The problem
Word for word, set down every line of the entries below from the line with "display:grid; grid-template-columns:32px 1fr" to the line with "flex:none; width:28px; height:28px;", including both, and no other line.

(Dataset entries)
- - -

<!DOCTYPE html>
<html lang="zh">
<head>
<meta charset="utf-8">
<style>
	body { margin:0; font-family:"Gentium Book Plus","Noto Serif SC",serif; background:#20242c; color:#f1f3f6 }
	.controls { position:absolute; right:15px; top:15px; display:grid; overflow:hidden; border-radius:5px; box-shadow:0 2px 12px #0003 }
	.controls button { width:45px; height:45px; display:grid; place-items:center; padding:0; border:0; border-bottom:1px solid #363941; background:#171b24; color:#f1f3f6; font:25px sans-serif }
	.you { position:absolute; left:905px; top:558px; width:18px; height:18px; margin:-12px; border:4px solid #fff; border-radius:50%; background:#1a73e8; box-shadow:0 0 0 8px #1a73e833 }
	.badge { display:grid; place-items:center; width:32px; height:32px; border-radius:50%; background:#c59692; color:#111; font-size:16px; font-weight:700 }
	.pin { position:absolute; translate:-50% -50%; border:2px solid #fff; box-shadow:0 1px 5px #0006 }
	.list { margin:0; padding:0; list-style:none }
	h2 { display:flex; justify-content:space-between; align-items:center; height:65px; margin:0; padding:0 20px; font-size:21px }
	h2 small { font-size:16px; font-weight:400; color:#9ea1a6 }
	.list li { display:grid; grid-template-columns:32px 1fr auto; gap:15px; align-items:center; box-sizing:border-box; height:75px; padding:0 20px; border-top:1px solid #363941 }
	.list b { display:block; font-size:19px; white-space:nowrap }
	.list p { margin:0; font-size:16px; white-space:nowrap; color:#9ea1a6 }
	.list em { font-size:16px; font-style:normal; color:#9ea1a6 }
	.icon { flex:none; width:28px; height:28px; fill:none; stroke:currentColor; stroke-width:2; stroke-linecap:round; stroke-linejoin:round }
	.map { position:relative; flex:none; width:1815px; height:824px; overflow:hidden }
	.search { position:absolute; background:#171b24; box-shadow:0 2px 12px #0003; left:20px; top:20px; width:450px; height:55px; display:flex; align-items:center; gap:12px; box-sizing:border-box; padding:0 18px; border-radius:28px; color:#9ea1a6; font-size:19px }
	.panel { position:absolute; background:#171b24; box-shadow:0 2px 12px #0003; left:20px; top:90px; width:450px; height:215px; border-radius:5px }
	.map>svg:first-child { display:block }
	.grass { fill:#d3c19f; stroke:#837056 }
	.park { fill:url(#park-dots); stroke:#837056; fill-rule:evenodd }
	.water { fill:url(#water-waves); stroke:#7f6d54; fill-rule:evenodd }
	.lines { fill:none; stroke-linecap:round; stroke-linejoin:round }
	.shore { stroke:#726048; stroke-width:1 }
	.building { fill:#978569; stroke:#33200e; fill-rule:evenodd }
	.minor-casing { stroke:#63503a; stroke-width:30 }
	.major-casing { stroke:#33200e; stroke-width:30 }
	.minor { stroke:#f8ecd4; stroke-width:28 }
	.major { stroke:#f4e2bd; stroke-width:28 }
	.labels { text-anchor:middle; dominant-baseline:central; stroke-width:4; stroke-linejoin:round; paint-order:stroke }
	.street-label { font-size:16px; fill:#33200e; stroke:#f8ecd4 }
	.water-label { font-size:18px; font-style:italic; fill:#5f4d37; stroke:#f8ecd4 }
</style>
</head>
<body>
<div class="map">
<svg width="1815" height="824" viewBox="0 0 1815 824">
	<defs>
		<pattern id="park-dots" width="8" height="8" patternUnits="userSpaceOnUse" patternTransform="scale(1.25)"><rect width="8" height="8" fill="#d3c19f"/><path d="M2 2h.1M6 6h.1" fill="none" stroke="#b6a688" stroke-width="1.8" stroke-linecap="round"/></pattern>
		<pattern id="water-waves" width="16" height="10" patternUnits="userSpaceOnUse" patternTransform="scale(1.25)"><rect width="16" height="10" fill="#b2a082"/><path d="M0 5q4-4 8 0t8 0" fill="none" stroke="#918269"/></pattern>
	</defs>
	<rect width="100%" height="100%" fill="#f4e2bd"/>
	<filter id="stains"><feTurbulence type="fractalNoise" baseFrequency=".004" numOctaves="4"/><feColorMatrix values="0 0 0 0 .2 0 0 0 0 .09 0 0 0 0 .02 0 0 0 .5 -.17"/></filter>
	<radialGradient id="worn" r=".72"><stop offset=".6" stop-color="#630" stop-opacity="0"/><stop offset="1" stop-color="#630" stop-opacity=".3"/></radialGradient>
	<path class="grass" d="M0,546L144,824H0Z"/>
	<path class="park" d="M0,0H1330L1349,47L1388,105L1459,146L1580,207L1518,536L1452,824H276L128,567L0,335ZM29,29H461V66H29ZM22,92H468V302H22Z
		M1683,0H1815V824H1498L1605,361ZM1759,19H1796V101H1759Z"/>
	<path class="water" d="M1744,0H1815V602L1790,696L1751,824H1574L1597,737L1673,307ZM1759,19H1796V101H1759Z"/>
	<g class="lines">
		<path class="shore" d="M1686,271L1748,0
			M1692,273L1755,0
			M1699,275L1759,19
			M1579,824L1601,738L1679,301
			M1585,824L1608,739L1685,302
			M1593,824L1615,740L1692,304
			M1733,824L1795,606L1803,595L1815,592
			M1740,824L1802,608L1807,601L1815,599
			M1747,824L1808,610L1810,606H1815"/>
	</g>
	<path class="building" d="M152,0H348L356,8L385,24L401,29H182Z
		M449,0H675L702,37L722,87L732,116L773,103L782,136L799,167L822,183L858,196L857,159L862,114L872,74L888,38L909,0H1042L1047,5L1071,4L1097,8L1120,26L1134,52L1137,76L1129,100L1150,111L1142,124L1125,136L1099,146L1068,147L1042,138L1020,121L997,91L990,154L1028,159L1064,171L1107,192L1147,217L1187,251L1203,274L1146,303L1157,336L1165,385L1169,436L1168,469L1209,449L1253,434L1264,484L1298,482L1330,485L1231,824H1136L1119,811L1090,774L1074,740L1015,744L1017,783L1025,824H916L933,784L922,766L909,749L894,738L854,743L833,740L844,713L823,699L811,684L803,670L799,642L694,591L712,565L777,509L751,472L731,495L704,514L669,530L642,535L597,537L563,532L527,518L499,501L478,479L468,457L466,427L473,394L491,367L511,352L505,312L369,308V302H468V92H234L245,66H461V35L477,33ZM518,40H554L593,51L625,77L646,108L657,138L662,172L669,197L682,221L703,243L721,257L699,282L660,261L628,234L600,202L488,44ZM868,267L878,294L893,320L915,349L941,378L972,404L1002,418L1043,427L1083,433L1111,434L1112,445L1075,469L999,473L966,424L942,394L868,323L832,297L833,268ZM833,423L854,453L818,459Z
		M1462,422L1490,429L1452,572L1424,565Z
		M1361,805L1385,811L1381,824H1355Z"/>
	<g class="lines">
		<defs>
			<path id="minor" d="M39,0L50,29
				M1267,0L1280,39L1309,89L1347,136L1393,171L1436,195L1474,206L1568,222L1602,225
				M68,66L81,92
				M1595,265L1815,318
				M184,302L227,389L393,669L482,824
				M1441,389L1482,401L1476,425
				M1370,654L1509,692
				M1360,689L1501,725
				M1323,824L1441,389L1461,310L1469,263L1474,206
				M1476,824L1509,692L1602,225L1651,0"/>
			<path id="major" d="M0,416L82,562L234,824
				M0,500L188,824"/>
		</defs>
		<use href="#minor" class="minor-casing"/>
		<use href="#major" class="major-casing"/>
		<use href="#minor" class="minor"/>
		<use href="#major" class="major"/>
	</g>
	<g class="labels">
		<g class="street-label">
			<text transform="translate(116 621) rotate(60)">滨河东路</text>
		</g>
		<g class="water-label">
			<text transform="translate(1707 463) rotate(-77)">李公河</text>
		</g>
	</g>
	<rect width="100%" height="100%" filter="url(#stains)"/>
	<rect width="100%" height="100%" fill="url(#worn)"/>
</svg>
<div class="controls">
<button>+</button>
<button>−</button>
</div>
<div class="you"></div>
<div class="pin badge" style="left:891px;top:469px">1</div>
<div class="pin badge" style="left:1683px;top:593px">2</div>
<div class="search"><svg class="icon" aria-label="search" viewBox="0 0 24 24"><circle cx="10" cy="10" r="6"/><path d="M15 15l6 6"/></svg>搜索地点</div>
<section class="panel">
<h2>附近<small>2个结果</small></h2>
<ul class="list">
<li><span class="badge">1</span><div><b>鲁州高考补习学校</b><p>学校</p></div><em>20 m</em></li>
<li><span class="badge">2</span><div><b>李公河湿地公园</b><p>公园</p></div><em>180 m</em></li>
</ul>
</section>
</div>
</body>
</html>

- - -

Completed task
	.list li { display:grid; grid-template-columns:32px 1fr auto; gap:15px; align-items:center; box-sizing:border-box; height:75px; padding:0 20px; border-top:1px solid #363941 }
	.list b { display:block; font-size:19px; white-space:nowrap }
	.list p { margin:0; font-size:16px; white-space:nowrap; color:#9ea1a6 }
	.list em { font-size:16px; font-style:normal; color:#9ea1a6 }
	.icon { flex:none; width:28px; height:28px; fill:none; stroke:currentColor; stroke-width:2; stroke-linecap:round; stroke-linejoin:round }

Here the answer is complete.